Every record below must be written out exactly. Leave out the pictures.

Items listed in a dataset
====
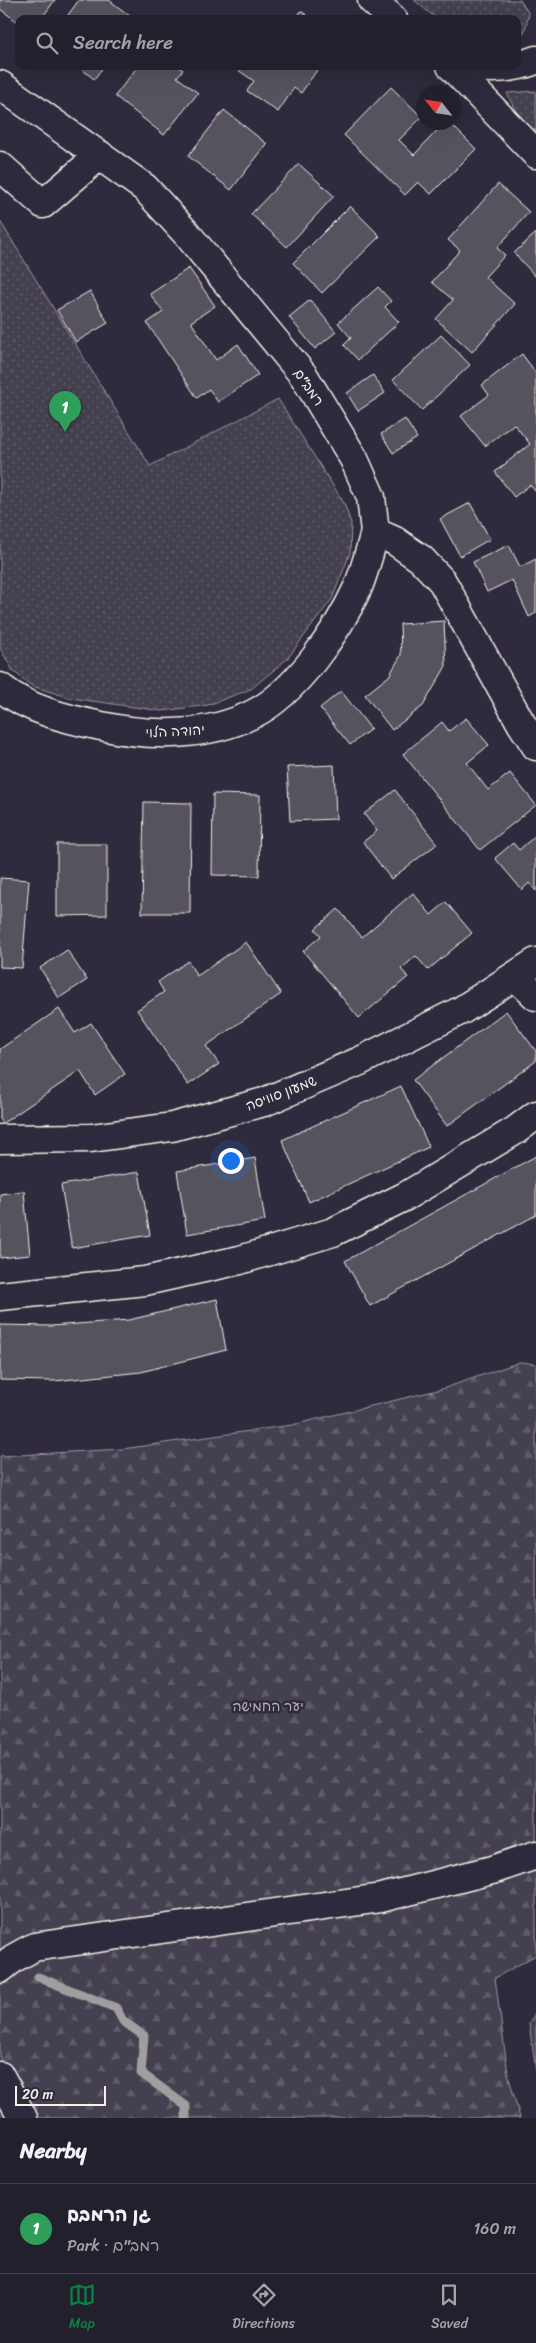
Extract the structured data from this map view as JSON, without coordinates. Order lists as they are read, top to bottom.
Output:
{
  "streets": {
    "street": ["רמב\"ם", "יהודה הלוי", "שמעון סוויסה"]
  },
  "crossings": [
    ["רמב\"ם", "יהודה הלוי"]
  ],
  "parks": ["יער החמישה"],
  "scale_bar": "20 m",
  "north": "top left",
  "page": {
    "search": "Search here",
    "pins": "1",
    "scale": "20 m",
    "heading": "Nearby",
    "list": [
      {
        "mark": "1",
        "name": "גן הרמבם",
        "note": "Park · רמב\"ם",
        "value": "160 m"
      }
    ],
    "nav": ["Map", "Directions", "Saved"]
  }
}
====
**Written solution**
Extract the structured data from this map view as JSON, without coordinates. Order lists as they are read, top to bottom.
Output:
{
  "streets": {
    "street": ["רמב\"ם", "יהודה הלוי", "שמעון סוויסה"]
  },
  "crossings": [
    ["רמב\"ם", "יהודה הלוי"]
  ],
  "parks": ["יער החמישה"],
  "scale_bar": "20 m",
  "north": "top left",
  "page": {
    "search": "Search here",
    "pins": "1",
    "scale": "20 m",
    "heading": "Nearby",
    "list": [
      {
        "mark": "1",
        "name": "גן הרמבם",
        "note": "Park · רמב\"ם",
        "value": "160 m"
      }
    ],
    "nav": ["Map", "Directions", "Saved"]
  }
}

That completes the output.